Man schämt sich fremd bis zum Anschlag, muss aber trotzdem hysterisch kichern – hauptsächlich deswegen, weil jeder auch im echten Leben so einen Stromberg kennt. Der sich durchs Leben tölpelt und beim Lachen grunzt. Vor allem aber verkörpert Stromberg eine große Tucholsky-Wahr­heit: Das Gegenteil von gut ist gut gemeint. Nur eben, dass er es selbst hauptsächlich gut mit sich selbst meint.

Vier Tage später, in der Ausgabe vom 18. Juli 2016, S. 14, setzt sich Nemi El-Hassan in ihrer Kolummne »Hilfe, ich bin weiß. Wie schief es gehen kann, wenn man es ›nur gut‹ meint und sich mit denen solidarisieren will, die Rassismus er­leben« mit einer falsch verstandenen Solidarität einer deutschen Christin, weiß und gebildet, auseinander.

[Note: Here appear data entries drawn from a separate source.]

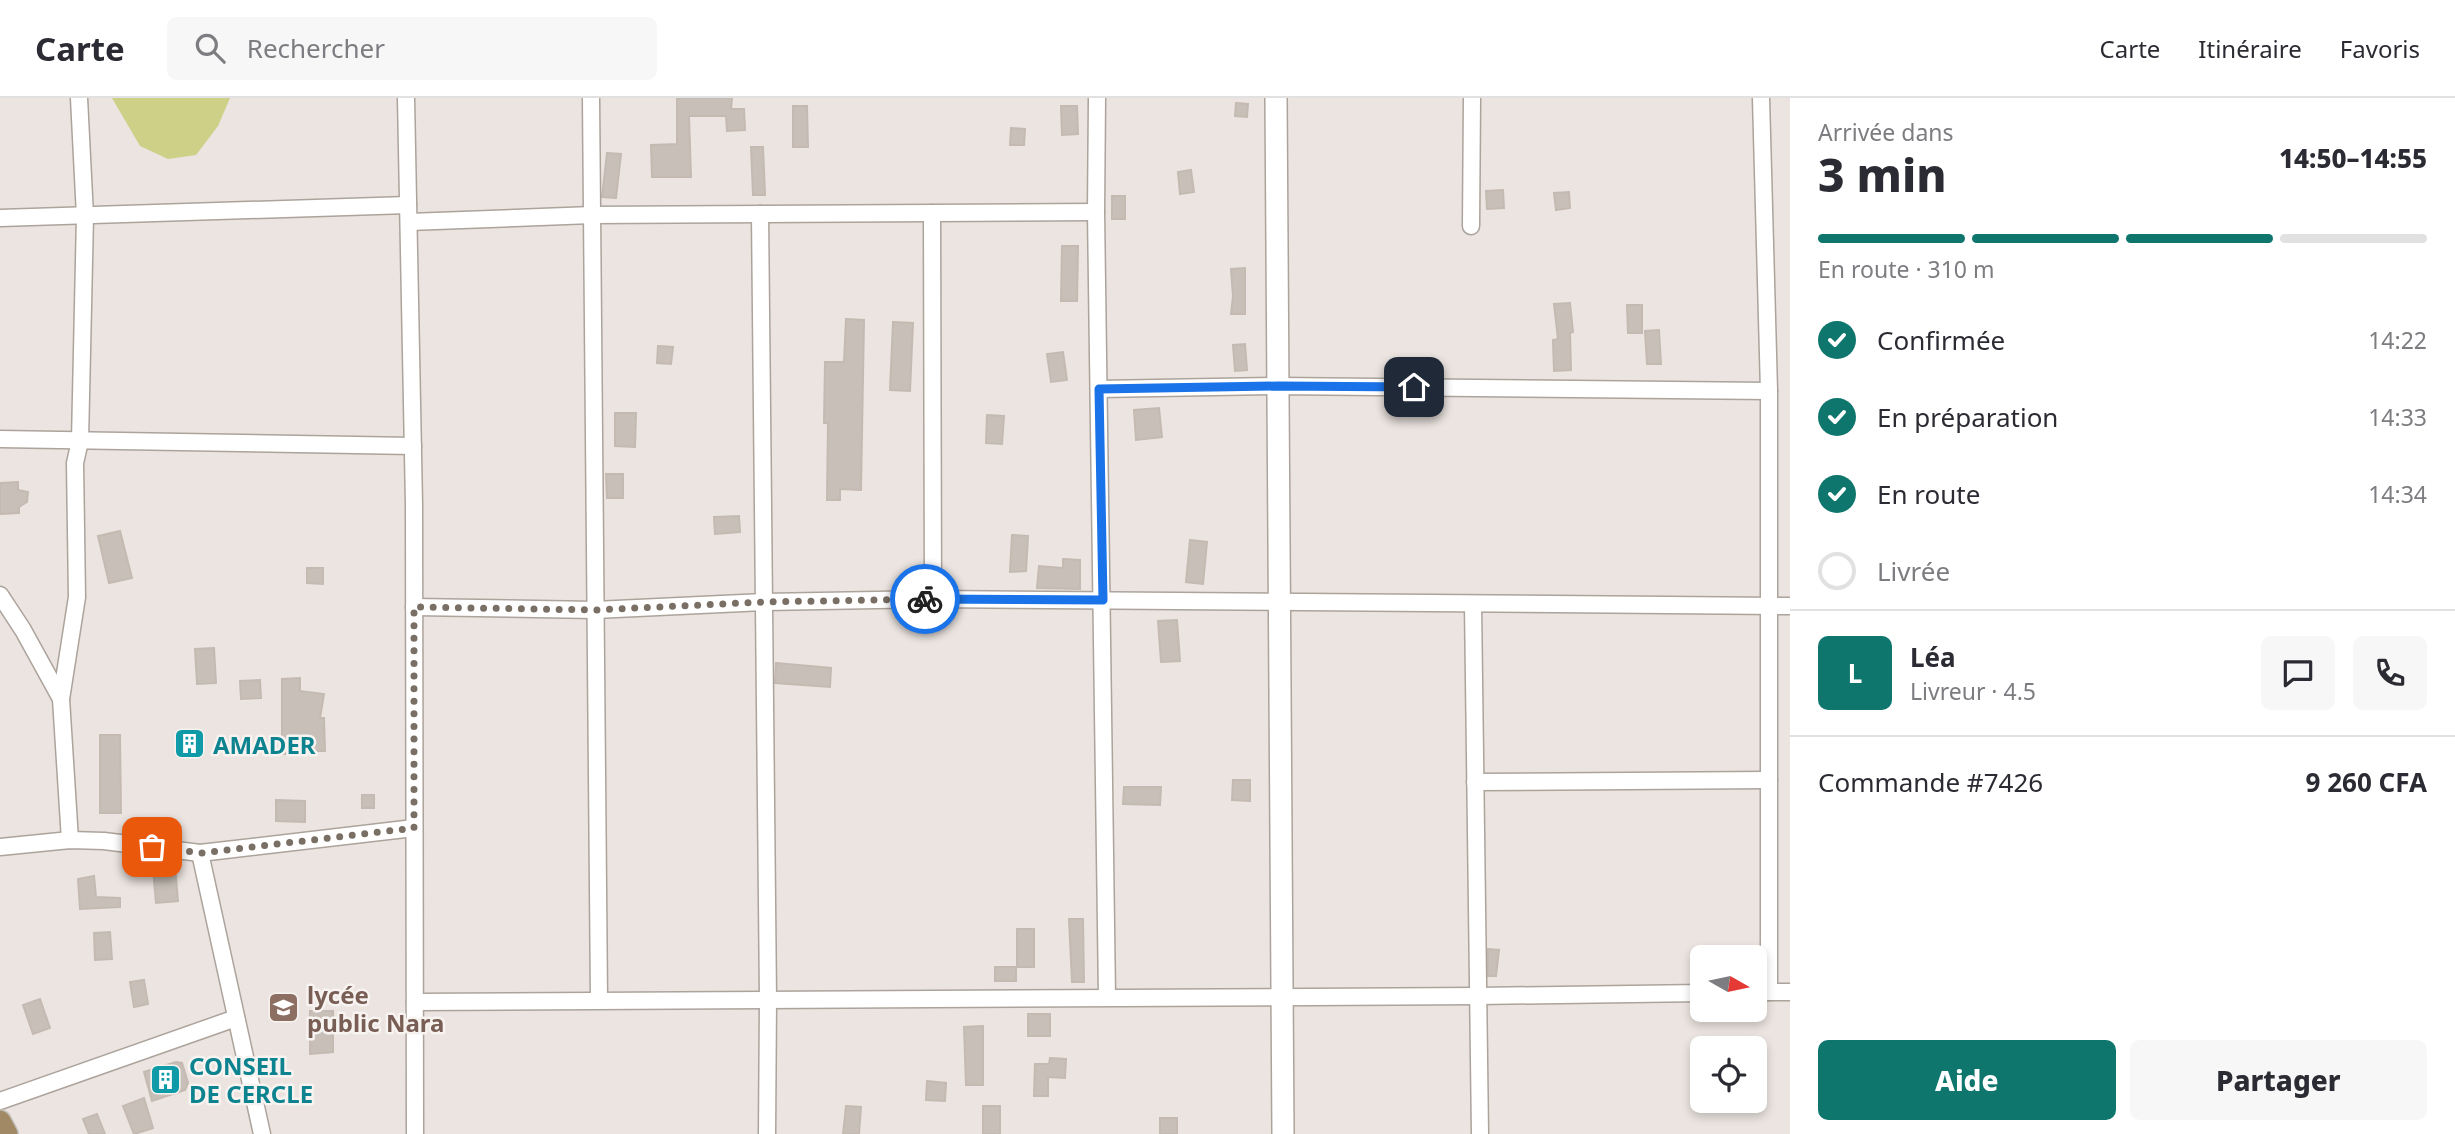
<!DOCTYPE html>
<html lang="fr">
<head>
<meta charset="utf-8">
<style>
  body { margin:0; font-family:"Noto Sans",sans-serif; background:#f7f7f7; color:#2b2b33; height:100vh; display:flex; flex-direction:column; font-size:26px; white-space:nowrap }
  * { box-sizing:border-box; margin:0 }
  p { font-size:23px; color:#7c7c81 }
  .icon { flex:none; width:38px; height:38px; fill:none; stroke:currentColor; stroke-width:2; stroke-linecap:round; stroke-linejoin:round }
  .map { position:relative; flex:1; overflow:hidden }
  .drawer { display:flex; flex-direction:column; background:#fff; width:665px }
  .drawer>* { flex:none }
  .needle { width:46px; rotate:99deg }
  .buttons { position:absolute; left:1690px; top:847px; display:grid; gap:14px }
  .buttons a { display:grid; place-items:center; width:77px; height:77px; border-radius:10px; background:#fff; box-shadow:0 4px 10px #0003; font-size:35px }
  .pin { position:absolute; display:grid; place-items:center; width:60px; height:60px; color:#fff; margin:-30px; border-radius:14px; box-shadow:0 4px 10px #0006 }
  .courier { position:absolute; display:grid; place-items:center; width:70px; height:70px; margin:-35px; border:5px solid #1a73e8; border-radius:50%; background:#fff; color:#222; box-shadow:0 2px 9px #0007 }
  .headline em { font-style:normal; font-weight:800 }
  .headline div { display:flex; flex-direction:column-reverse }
  .headline { display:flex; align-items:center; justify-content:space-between; height:119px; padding:0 28px }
  h1 { font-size:46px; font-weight:800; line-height:52px }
  .bar { display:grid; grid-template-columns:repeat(4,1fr); gap:10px 7px; align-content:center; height:84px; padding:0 28px }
  .bar i { height:9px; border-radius:5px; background:#e1e1e2 }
  .bar .active { background:#0f766e }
  .bar p { grid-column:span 4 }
  .line { display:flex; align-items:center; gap:18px; padding:0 28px; border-top:2px solid #e1e1e2 }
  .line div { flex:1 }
  .round { display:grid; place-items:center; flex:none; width:74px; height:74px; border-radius:10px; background:#f7f7f7 }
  ol { padding:0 28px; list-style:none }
  li { display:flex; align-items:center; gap:21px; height:77px }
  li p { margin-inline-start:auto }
  li .icon { padding:7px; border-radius:50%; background:#0f766e; color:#fff; stroke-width:4 }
  li:last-child { color:#7c7c81 }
  li i { width:38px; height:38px; border:4px solid #e1e1e2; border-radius:50% }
  .action { display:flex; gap:14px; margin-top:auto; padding:14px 28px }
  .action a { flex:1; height:80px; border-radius:10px; background:#0f766e; color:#fff; font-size:28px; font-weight:800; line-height:80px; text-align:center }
  .action a+a { background:#f7f7f7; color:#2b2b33 }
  header { display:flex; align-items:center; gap:42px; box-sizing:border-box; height:98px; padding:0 35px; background:#fff; border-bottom:2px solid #e1e1e2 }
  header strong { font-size:33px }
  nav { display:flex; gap:38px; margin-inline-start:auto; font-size:24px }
  .search { width:490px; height:63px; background:#f7f7f7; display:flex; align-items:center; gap:18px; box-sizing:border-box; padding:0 24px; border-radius:10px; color:#7c7c81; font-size:26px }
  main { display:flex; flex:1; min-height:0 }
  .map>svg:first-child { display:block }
  .water { fill:#ced087 }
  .building { fill:#c8c0b8; stroke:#c4bab2; stroke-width:2 }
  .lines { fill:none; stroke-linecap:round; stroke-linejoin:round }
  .minor-casing { stroke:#aca39b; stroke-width:19 }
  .tertiary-casing { stroke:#aca39b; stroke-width:24 }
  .primary-casing { stroke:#c4c1bc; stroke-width:24 }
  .minor { stroke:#fff; stroke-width:16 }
  .tertiary { stroke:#fff; stroke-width:21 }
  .primary { stroke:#a08964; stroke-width:21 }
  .done { stroke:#796f64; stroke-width:7; stroke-dasharray:0 12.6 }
  .route { stroke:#1a73e8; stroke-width:9 }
  .labels { text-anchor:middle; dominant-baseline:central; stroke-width:5; stroke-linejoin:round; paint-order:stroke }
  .culture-label { font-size:24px; font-weight:bold; fill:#0d838f; stroke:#f7f3f0; text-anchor:start }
  .education-label { font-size:24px; font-weight:bold; fill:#785e54; stroke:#f7f3f0; text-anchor:start }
</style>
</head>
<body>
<header>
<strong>Carte</strong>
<div class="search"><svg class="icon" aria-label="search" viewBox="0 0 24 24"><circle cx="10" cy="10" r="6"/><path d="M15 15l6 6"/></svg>Rechercher</div>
<nav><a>Carte</a><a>Itinéraire</a><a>Favoris</a></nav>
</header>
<main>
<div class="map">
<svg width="1790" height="1036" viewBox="0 0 1790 1036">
  <rect width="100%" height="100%" fill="#ebe4e0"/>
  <!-- water -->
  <polygon class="water" points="112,0 230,0 218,28 196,57 168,61 140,48"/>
  <!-- building -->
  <g class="building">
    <polygon points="677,0 732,0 731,11 744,11 745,32 727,33 726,18 689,18 691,79 652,79 651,47 677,46"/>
    <polygon points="1236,5 1248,6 1247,19 1235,18"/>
    <polygon points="793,8 807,8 808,49 793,49"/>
    <polygon points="1061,8 1077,8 1078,36 1062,37"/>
    <polygon points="1011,30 1025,31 1024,47 1010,47"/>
    <polygon points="751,49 763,49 765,97 753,97"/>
    <polygon points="607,55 621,56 616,100 602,99"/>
    <polygon points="1191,72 1194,94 1180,96 1178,74"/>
    <polygon points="1503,92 1504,110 1487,111 1486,93"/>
    <polygon points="1569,94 1570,110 1556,112 1554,95"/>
    <rect x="1112" y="98" width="13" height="23"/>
    <polygon points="1062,148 1078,148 1077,203 1061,203"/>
    <polygon points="1245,170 1245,216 1231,216 1233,198 1231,171"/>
    <polygon points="1570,205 1573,234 1570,235 1571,272 1554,273 1553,242 1558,241 1554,206"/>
    <polygon points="1627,207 1642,207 1642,235 1628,235"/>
    <polygon points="846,221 864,222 861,392 840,391 840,402 827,402 828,325 824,325 825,264 844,264"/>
    <polygon points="893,224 913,225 910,293 890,292"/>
    <polygon points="1659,232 1661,266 1647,266 1645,233"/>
    <polygon points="1245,246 1247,272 1235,273 1233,247"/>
    <polygon points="658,248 673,249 671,266 657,265"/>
    <polygon points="1063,254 1067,282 1051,284 1047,256"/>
    <polygon points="1159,310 1162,339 1136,342 1134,312"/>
    <polygon points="615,315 636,315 635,349 615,348"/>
    <polygon points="987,317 1004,318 1002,346 986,345"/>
    <polygon points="606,376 623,376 623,400 607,400"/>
    <polygon points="18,384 18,392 28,394 27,404 19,409 19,415 0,416 0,385"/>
    <polygon points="739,418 740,434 715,436 714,419"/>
    <polygon points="120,433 132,480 109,485 98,438"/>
    <polygon points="1012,437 1028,438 1026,473 1010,474"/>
    <polygon points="1190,442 1207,444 1203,486 1186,484"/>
    <polygon points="1063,461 1080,462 1080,491 1037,490 1039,468 1063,470"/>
    <polygon points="307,470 323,470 323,486 307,485"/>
    <polygon points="1177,522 1180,563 1161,564 1158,523"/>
    <polygon points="214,550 216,585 197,586 195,551"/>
    <polygon points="776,565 831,570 830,589 775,585"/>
    <polygon points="300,580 300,593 324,596 320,620 324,620 325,653 300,653 300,656 282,656 282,581"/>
    <polygon points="260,582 261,600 241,601 240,583"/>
    <polygon points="199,633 201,657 181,659 179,635"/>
    <polygon points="100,637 120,637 121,715 100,715"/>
    <polygon points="1233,682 1250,682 1250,703 1232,702"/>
    <polygon points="1124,689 1161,689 1160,707 1123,706"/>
    <rect x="362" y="697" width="12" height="13"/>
    <polygon points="276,702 305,703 305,724 276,723"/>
    <polygon points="175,769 178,803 156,805 153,771"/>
    <polygon points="94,778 96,799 120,800 120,809 80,811 78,781"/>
    <polygon points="1069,821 1083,821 1084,884 1072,884"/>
    <rect x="1017" y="831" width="17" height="38"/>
    <polygon points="110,834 112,861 95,862 94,835"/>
    <polygon points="1488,851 1499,852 1496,878 1488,878"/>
    <rect x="995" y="869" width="21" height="14"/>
    <polygon points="144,882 148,906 134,909 130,884"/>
    <polygon points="40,901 50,930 33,936 23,907"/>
    <polygon points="310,913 333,913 333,954 310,956"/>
    <rect x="1028" y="916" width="22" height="22"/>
    <polygon points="983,928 983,987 966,987 964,929"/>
    <polygon points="1050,960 1066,961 1065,980 1048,979 1048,998 1034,998 1035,966 1049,966"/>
    <polygon points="176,964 182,965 188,985 185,992 152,1003 144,974"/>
    <polygon points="927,983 946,985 945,1003 926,1002"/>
    <polygon points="144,1000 153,1030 134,1036 123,1008"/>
    <polygon points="846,1008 861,1009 859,1036 843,1036"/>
    <rect x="983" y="1008" width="17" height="28"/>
    <polygon points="97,1016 105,1036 89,1036 83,1021"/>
    <rect x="1160" y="1020" width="17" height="16"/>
  </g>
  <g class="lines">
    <defs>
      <g id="minor">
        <polyline points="406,0 414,407 415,1036"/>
        <polyline points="591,0 599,902"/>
        <polyline points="1097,0 1096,114 1107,899"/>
        <polyline points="1761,0 1769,293 1769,894"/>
        <polyline points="932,115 933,501"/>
        <polyline points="760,116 768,901 767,1036"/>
        <polyline points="0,120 408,107"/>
        <polyline points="409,124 592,117 1096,114"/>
        <polyline points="1471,128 1472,0"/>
        <polyline points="1099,291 1278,288 1769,293"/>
        <polyline points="0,341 413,348"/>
        <polyline points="0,497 23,532 61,601 70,742"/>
        <polyline points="1473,506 1480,1036"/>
        <polyline points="414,509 595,512 764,504 933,501 1790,508"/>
        <polyline points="61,601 77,499 75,365 80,343 85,118 79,0"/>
        <polyline points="1475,684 1769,682"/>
        <polyline points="0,749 70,742 104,743 200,755 414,730"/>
        <polyline points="200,755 262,1036"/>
        <polyline points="1755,894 1790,894"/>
        <polyline points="415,904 1478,898 1703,895"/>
        <polyline points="0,1003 236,920"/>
      </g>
      <polyline id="tertiary" points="1276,0 1283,1036"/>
      <polyline id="primary" points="0,1023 7,1036"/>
    </defs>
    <!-- minor casing -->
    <use href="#minor" class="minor-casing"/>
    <!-- tertiary casing -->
    <use href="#tertiary" class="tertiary-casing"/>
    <!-- primary casing -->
    <use href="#primary" class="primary-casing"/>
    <!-- minor -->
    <use href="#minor" class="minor"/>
    <!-- tertiary -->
    <use href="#tertiary" class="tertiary"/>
    <!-- primary -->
    <use href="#primary" class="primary"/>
  </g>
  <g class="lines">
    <!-- done -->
    <polyline class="done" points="152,749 201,755 414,730 414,509 595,512 764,504 925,501"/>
    <!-- route -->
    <polyline class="route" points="925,501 1103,502 1099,291 1278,288 1414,289"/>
  </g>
  <!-- icons -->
  <defs>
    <symbol id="building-square" viewBox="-11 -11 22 22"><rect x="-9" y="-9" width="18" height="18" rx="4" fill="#0f9aa8" stroke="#f7f3f0"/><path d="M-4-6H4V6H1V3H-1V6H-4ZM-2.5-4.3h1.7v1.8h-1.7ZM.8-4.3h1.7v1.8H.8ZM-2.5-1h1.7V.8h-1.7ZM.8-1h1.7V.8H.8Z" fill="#fff"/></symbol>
    <symbol id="school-square" viewBox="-11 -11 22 22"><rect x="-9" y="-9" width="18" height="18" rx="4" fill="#8d6e63" stroke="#f7f3f0"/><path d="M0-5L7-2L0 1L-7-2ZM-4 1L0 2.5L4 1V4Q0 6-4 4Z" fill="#fff"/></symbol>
  </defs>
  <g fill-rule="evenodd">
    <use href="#building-square" x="172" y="628" width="35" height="35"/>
    <use href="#school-square" x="266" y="892" width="35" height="35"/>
    <use href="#building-square" x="148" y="964" width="35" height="35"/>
  </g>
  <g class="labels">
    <!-- culture labels -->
    <g class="culture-label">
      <text x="213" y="646">AMADER</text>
      <text x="189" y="967">CONSEIL<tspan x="189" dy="28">DE CERCLE</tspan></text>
    </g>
    <!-- education labels -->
    <g class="education-label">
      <text x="307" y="896">lycée<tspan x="307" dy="28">public Nara</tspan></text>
    </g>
  </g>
</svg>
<div class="buttons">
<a><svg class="needle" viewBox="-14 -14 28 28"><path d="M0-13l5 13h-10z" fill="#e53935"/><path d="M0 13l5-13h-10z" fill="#7c7c81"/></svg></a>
<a><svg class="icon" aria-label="locate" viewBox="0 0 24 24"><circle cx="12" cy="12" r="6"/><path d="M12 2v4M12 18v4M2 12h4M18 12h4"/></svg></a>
</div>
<div class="pin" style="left:152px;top:749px;background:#ea580c"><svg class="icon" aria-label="bag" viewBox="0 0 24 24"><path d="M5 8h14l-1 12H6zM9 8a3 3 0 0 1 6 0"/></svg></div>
<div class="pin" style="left:1414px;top:289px;background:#1f2937"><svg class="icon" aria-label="home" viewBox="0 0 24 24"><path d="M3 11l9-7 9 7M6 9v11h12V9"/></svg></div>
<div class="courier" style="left:925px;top:501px"><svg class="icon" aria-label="bike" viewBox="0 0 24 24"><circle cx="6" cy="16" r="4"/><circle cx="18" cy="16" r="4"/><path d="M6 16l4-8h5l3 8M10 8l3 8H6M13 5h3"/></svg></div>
</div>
<section class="drawer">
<div class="headline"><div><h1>3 min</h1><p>Arrivée dans</p></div><em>14:50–14:55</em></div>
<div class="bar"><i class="active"></i><i class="active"></i><i class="active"></i><i></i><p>En route · 310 m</p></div>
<ol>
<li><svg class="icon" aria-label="check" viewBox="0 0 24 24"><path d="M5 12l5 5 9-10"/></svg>Confirmée<p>14:22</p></li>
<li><svg class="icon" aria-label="check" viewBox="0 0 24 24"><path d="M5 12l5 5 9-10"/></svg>En préparation<p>14:33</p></li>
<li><svg class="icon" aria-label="check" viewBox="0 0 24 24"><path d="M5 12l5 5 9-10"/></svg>En route<p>14:34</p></li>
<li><i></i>Livrée</li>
</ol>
<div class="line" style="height:126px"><b class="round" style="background:#0f766e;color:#fff">L</b><div><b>Léa</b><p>Livreur · 4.5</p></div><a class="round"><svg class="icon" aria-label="chat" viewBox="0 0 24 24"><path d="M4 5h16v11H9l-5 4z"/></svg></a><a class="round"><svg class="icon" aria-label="phone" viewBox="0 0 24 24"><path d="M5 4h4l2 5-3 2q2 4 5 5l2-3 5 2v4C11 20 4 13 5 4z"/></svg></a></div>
<div class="line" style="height:91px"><div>Commande #7426</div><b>9 260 CFA</b></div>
<div class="action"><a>Aide</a><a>Partager</a></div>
</section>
</main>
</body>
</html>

Meistens meinen Weiße es tatsächlich »nur gut« und wollen sich mit denen, die Rassismus ausgesetzt sind, solidarisieren. Dabei vergessen sie allerdings den gesellschaftlichen, historischen und politischen Kontext von Rassismus. Hautfar­be zählt, sehr sogar. Ein Kopftuch auch. Anders als ein Kreuz am Hals. Kurt Tucholsky sagte übrigens einmal: »Das Gegenteil von gut ist gut gemeint.«

»Spezialist« für falsche Zitatzuschreibungen ist nach wie vor unser Mitglied Friedhelm Greis, der schon vor Jahren einen Buchpreis ausgesetzt hat, falls je­mand für die von ihm gesammelten Falschzitate eine Fundstelle in Tucholskys Lebenswerk finden sollte (siehe insoweit auch: Sudelblog.de – Das Weblog zu Kurt Tucholsky)3

Mein Dank gilt diesmal Karl-Heinz Meilwes aus Minden-Todtenhausen. Sämtli­che Artikel sind wie immer über die Geschäftsstelle abrufbar.

Bernd Brüntrup

Dieser Beitrag erschien im Rundbrief der Kurt Tucholsky-Gesellschaft August 2016.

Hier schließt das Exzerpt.